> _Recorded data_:
▼▼▼
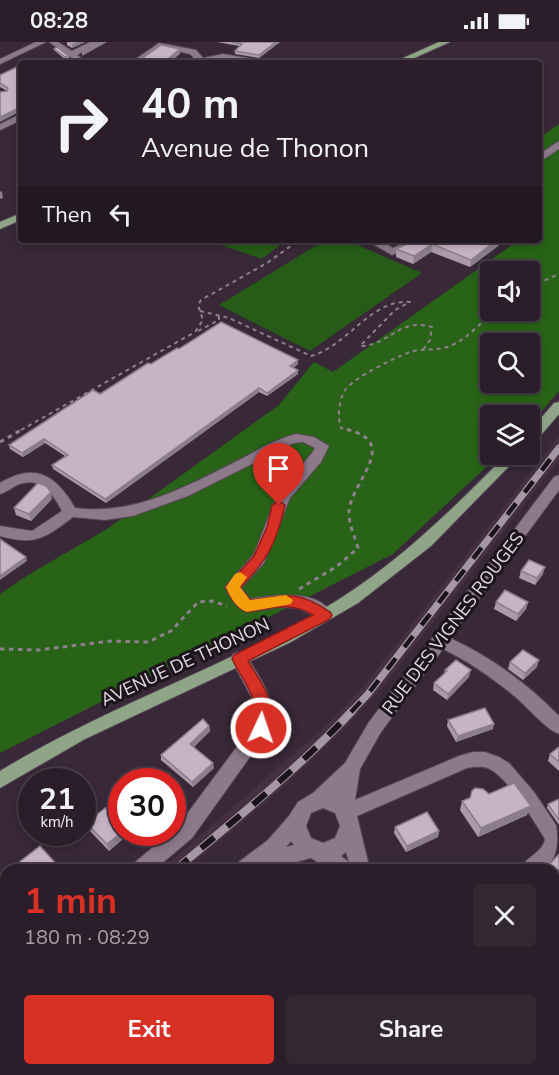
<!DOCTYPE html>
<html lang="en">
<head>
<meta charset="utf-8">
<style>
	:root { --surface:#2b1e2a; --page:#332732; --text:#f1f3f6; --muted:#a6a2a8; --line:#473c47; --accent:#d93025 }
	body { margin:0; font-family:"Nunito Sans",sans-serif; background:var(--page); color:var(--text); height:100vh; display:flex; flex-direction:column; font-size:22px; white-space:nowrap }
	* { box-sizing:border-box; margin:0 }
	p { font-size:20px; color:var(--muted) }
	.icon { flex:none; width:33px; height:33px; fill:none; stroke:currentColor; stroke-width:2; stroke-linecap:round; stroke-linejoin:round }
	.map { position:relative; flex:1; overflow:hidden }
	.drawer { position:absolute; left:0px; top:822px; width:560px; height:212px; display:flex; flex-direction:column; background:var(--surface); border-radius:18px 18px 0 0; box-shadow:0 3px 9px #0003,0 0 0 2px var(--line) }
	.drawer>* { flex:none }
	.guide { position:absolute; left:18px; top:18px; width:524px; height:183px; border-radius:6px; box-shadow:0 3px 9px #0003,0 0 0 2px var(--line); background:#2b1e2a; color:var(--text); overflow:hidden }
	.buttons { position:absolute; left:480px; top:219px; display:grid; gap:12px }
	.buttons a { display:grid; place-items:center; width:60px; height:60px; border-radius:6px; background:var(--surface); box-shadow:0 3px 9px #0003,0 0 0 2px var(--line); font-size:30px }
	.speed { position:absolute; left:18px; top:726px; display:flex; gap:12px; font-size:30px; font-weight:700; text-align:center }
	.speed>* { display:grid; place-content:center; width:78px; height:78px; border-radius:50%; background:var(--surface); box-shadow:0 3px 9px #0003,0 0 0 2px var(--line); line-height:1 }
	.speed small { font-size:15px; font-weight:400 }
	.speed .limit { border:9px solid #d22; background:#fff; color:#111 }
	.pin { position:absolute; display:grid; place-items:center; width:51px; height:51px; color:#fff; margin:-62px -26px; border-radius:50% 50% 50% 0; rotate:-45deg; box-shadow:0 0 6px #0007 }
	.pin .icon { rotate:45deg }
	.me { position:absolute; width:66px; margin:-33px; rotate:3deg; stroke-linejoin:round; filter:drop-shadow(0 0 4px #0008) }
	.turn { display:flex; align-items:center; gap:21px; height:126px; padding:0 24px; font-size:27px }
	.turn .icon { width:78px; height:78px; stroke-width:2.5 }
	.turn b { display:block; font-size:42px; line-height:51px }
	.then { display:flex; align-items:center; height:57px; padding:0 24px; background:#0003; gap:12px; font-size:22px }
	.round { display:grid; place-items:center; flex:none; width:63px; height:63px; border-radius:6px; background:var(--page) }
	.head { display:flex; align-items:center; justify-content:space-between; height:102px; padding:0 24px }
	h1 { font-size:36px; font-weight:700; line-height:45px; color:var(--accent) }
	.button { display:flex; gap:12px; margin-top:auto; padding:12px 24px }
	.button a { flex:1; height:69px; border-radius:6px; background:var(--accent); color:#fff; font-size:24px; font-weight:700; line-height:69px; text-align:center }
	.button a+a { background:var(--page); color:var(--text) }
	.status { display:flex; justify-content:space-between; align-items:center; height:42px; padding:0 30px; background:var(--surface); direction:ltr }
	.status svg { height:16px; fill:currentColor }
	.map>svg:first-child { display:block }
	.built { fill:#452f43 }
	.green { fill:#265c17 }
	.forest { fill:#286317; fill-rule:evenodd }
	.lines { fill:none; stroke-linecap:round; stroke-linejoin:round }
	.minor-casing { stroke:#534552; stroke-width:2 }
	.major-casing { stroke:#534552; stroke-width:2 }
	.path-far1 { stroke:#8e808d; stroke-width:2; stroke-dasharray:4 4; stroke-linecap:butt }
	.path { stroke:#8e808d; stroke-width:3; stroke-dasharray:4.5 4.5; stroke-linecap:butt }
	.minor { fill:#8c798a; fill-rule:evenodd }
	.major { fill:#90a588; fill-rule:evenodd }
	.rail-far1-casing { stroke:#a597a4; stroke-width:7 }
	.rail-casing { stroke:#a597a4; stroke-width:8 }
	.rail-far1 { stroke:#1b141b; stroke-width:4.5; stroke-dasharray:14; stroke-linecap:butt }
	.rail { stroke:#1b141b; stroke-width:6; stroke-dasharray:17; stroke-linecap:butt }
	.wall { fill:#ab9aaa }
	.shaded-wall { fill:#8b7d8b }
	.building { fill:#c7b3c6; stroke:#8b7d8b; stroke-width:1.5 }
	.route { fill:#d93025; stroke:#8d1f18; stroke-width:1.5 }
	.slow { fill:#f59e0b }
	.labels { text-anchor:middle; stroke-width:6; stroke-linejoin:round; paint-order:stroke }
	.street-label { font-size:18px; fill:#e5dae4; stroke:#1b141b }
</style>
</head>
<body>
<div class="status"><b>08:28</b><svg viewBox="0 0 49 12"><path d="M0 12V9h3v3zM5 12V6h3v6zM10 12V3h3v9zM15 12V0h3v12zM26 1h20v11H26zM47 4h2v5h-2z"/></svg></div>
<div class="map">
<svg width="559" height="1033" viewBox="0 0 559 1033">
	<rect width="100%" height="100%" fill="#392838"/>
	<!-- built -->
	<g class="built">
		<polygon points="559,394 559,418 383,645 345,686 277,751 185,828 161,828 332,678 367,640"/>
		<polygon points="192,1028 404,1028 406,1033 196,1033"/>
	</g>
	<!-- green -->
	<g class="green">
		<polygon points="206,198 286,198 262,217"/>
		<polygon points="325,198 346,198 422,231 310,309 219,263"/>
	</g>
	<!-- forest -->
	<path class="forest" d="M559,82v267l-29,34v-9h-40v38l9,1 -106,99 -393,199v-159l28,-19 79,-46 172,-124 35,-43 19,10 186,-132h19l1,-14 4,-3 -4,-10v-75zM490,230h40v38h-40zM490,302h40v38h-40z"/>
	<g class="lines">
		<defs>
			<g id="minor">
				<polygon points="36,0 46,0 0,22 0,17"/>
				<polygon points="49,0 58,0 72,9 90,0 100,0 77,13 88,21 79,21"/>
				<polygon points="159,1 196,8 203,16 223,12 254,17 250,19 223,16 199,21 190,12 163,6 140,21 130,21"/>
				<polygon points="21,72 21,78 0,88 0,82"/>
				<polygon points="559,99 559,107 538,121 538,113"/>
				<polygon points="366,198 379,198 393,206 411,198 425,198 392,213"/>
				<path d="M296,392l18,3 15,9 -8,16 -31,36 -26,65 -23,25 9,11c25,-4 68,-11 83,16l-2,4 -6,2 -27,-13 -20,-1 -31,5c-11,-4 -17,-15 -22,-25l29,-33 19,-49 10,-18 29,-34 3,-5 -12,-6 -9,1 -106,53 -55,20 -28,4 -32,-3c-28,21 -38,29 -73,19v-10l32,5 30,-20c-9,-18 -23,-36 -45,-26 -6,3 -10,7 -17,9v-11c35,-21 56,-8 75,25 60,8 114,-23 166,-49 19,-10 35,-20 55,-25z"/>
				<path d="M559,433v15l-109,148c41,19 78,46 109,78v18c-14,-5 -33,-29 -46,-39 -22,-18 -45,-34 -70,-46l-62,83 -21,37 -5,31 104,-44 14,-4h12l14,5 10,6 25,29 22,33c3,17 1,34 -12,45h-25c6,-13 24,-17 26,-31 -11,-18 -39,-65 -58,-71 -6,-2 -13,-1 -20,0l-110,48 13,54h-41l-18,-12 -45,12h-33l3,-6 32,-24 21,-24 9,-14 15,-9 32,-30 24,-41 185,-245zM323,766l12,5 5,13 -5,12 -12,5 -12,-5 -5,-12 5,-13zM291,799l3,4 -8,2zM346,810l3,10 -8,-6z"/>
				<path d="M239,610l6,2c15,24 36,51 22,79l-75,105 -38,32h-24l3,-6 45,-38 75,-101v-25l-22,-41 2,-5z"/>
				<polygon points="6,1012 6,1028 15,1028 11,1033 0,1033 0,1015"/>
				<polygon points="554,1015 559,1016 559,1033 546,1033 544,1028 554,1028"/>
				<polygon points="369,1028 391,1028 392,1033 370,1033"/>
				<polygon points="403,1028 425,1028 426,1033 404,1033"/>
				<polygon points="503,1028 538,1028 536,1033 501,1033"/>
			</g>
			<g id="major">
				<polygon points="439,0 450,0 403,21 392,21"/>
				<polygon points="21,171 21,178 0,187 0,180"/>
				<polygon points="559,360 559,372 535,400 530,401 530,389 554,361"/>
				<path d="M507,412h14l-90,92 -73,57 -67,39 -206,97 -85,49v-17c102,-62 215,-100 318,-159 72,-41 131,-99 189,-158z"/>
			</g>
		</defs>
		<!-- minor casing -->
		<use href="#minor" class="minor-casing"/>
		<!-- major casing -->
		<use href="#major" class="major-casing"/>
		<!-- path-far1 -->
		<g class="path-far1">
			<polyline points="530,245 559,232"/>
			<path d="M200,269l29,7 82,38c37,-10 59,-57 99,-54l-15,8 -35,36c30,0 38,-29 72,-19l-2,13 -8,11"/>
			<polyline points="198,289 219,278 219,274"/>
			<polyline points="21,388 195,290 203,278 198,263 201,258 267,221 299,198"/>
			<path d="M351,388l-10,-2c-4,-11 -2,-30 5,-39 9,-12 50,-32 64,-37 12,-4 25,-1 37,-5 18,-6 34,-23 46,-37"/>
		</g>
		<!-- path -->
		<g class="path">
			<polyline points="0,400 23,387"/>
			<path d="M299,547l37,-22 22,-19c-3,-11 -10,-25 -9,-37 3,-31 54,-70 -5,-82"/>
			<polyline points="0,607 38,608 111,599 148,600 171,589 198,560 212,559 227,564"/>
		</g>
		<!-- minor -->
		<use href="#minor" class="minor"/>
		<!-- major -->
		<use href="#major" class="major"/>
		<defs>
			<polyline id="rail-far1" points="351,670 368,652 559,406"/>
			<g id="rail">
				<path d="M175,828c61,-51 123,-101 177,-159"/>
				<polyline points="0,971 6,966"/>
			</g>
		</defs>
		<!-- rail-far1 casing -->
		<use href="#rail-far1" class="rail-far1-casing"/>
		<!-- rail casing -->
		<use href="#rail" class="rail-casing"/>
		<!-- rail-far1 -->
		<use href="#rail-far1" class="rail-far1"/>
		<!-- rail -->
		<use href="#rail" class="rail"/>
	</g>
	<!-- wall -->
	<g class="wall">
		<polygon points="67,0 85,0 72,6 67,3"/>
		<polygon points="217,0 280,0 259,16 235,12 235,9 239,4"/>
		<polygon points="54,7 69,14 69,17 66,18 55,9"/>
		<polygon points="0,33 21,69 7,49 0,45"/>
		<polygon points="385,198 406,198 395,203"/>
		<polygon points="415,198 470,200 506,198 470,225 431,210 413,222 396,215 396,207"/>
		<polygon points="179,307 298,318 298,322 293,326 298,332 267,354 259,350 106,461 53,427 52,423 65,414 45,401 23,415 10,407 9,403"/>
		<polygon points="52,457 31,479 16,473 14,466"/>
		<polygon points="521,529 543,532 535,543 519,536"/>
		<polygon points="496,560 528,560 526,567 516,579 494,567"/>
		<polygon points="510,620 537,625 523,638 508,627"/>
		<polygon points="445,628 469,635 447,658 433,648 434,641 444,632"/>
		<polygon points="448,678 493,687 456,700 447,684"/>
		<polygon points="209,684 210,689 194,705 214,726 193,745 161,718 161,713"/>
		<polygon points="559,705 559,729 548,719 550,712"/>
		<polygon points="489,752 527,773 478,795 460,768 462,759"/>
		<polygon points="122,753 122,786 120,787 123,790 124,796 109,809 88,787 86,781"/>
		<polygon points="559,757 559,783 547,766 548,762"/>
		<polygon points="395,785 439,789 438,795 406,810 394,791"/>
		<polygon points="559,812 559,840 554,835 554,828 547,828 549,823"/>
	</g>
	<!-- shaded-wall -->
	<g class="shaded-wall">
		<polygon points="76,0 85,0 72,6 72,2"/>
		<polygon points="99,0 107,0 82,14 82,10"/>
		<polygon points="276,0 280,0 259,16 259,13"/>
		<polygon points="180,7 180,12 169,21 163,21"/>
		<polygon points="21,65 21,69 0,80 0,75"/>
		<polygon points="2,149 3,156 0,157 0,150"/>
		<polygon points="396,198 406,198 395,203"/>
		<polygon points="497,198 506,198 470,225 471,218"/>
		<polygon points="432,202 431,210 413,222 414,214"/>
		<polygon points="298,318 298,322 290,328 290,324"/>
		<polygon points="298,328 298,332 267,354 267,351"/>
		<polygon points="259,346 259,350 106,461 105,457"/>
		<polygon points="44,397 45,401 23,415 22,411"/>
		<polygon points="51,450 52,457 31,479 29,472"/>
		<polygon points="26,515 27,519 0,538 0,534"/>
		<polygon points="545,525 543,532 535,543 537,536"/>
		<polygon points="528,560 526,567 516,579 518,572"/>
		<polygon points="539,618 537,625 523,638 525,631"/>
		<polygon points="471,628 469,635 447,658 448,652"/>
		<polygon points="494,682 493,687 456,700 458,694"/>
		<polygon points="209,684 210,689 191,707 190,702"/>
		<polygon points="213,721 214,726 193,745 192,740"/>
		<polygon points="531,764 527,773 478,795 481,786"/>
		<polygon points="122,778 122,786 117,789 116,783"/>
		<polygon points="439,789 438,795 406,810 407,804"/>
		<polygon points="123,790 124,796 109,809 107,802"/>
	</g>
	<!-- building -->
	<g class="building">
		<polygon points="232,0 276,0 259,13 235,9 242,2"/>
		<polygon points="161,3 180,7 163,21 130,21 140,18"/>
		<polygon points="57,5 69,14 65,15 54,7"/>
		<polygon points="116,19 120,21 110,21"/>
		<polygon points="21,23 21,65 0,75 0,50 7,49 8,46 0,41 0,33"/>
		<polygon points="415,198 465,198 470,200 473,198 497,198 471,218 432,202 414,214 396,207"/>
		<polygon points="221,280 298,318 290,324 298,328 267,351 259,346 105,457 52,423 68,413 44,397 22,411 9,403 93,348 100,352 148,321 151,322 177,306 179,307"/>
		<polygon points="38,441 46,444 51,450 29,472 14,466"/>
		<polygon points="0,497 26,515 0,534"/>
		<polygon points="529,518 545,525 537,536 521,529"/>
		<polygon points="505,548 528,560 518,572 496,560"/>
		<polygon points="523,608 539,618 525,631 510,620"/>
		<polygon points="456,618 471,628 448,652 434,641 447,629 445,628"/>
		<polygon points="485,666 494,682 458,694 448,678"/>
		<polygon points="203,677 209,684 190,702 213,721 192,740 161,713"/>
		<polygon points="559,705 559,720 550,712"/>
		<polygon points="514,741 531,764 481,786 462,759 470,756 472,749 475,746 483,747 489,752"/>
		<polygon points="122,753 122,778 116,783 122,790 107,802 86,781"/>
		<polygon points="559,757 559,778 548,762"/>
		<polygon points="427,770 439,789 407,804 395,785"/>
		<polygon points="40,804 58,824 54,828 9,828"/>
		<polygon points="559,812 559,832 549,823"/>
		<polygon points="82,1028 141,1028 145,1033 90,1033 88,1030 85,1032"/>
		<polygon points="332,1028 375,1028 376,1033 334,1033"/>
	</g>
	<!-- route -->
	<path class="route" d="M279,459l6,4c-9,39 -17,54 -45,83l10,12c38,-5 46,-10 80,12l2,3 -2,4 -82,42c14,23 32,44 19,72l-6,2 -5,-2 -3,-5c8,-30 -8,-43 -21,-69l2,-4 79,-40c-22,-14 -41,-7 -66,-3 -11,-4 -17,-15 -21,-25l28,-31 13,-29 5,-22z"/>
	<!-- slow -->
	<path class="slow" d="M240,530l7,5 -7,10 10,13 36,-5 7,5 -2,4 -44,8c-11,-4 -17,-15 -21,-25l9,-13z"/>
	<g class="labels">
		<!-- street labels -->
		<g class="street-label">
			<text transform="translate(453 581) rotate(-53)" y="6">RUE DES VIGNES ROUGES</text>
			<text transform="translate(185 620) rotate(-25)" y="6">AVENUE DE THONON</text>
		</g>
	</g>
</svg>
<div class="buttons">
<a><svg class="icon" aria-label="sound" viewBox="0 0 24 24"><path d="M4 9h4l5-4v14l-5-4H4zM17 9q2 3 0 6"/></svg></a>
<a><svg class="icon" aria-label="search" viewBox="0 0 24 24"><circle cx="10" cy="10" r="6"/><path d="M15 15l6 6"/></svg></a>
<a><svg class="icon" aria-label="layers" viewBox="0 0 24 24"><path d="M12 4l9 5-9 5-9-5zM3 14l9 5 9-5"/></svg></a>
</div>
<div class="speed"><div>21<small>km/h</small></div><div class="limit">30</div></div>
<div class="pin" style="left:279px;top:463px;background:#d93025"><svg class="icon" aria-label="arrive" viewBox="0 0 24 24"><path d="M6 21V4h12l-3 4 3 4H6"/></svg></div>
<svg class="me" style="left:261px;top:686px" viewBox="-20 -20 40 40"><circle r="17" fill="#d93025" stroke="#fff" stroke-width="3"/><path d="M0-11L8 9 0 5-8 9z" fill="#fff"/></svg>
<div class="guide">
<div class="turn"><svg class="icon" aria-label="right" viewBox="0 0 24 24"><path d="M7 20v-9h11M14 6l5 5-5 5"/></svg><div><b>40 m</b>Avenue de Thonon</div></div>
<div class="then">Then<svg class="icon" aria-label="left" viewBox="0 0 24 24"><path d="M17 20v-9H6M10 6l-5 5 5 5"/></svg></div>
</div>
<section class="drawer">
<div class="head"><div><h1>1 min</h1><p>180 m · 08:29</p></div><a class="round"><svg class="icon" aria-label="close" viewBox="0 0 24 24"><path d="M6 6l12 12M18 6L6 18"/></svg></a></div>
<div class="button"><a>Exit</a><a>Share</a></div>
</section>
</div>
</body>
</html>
▲▲▲
> _Exercise instructions_:
Search the records above for the string "lines". Copy every line that contains it.

> _Exercise output_:
	.lines { fill:none; stroke-linecap:round; stroke-linejoin:round }
	<g class="lines">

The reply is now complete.